[Records from a data collection]
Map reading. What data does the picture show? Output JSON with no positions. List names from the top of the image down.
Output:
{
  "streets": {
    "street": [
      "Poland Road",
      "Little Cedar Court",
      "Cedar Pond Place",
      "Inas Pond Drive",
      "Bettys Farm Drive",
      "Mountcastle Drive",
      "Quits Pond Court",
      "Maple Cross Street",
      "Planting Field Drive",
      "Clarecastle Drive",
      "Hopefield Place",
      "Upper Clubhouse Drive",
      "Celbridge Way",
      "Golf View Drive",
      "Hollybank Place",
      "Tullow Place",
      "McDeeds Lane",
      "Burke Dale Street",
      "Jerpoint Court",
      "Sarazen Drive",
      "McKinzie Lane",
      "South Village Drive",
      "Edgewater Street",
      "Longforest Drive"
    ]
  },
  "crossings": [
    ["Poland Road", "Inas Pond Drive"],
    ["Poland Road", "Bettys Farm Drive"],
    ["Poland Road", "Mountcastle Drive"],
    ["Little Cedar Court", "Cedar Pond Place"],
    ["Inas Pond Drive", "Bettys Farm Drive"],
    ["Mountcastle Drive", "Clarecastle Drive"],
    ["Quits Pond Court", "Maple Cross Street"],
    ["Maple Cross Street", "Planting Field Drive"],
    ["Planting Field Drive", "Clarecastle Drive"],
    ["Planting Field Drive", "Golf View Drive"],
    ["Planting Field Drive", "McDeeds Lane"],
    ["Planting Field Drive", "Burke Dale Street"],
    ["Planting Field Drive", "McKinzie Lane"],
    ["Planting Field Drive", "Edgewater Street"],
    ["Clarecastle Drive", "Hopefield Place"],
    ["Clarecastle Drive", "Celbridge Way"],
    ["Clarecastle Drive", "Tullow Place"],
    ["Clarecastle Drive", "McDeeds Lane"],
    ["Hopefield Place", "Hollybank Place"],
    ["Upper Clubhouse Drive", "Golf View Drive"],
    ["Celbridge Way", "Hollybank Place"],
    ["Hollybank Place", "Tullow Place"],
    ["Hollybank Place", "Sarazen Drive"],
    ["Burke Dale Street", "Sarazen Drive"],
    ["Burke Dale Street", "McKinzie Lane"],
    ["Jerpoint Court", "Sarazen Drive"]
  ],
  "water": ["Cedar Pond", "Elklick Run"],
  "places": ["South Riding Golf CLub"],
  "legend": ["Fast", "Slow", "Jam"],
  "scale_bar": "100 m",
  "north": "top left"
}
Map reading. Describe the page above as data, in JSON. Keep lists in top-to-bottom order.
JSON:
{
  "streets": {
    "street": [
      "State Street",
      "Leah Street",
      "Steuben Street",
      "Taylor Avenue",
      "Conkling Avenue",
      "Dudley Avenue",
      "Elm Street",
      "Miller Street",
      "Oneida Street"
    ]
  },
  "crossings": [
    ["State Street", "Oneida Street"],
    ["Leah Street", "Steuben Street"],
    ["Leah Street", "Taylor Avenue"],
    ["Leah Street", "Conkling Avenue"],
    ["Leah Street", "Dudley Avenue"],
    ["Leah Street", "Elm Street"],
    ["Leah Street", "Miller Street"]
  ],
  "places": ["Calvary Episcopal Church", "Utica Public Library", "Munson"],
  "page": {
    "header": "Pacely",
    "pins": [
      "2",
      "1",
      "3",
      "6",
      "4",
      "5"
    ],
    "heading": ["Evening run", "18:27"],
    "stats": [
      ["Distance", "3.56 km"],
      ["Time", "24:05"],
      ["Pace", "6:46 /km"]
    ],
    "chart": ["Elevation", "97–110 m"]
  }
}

- [Aim of the task]: Word for word, write out the entries above again.

- [Result below]:
Map reading. What data does the picture show? Output JSON with no positions. List names from the top of the image down.
Output:
{
  "streets": {
    "street": [
      "Poland Road",
      "Little Cedar Court",
      "Cedar Pond Place",
      "Inas Pond Drive",
      "Bettys Farm Drive",
      "Mountcastle Drive",
      "Quits Pond Court",
      "Maple Cross Street",
      "Planting Field Drive",
      "Clarecastle Drive",
      "Hopefield Place",
      "Upper Clubhouse Drive",
      "Celbridge Way",
      "Golf View Drive",
      "Hollybank Place",
      "Tullow Place",
      "McDeeds Lane",
      "Burke Dale Street",
      "Jerpoint Court",
      "Sarazen Drive",
      "McKinzie Lane",
      "South Village Drive",
      "Edgewater Street",
      "Longforest Drive"
    ]
  },
  "crossings": [
    ["Poland Road", "Inas Pond Drive"],
    ["Poland Road", "Bettys Farm Drive"],
    ["Poland Road", "Mountcastle Drive"],
    ["Little Cedar Court", "Cedar Pond Place"],
    ["Inas Pond Drive", "Bettys Farm Drive"],
    ["Mountcastle Drive", "Clarecastle Drive"],
    ["Quits Pond Court", "Maple Cross Street"],
    ["Maple Cross Street", "Planting Field Drive"],
    ["Planting Field Drive", "Clarecastle Drive"],
    ["Planting Field Drive", "Golf View Drive"],
    ["Planting Field Drive", "McDeeds Lane"],
    ["Planting Field Drive", "Burke Dale Street"],
    ["Planting Field Drive", "McKinzie Lane"],
    ["Planting Field Drive", "Edgewater Street"],
    ["Clarecastle Drive", "Hopefield Place"],
    ["Clarecastle Drive", "Celbridge Way"],
    ["Clarecastle Drive", "Tullow Place"],
    ["Clarecastle Drive", "McDeeds Lane"],
    ["Hopefield Place", "Hollybank Place"],
    ["Upper Clubhouse Drive", "Golf View Drive"],
    ["Celbridge Way", "Hollybank Place"],
    ["Hollybank Place", "Tullow Place"],
    ["Hollybank Place", "Sarazen Drive"],
    ["Burke Dale Street", "Sarazen Drive"],
    ["Burke Dale Street", "McKinzie Lane"],
    ["Jerpoint Court", "Sarazen Drive"]
  ],
  "water": ["Cedar Pond", "Elklick Run"],
  "places": ["South Riding Golf CLub"],
  "legend": ["Fast", "Slow", "Jam"],
  "scale_bar": "100 m",
  "north": "top left"
}
Map reading. Describe the page above as data, in JSON. Keep lists in top-to-bottom order.
JSON:
{
  "streets": {
    "street": [
      "State Street",
      "Leah Street",
      "Steuben Street",
      "Taylor Avenue",
      "Conkling Avenue",
      "Dudley Avenue",
      "Elm Street",
      "Miller Street",
      "Oneida Street"
    ]
  },
  "crossings": [
    ["State Street", "Oneida Street"],
    ["Leah Street", "Steuben Street"],
    ["Leah Street", "Taylor Avenue"],
    ["Leah Street", "Conkling Avenue"],
    ["Leah Street", "Dudley Avenue"],
    ["Leah Street", "Elm Street"],
    ["Leah Street", "Miller Street"]
  ],
  "places": ["Calvary Episcopal Church", "Utica Public Library", "Munson"],
  "page": {
    "header": "Pacely",
    "pins": [
      "2",
      "1",
      "3",
      "6",
      "4",
      "5"
    ],
    "heading": ["Evening run", "18:27"],
    "stats": [
      ["Distance", "3.56 km"],
      ["Time", "24:05"],
      ["Pace", "6:46 /km"]
    ],
    "chart": ["Elevation", "97–110 m"]
  }
}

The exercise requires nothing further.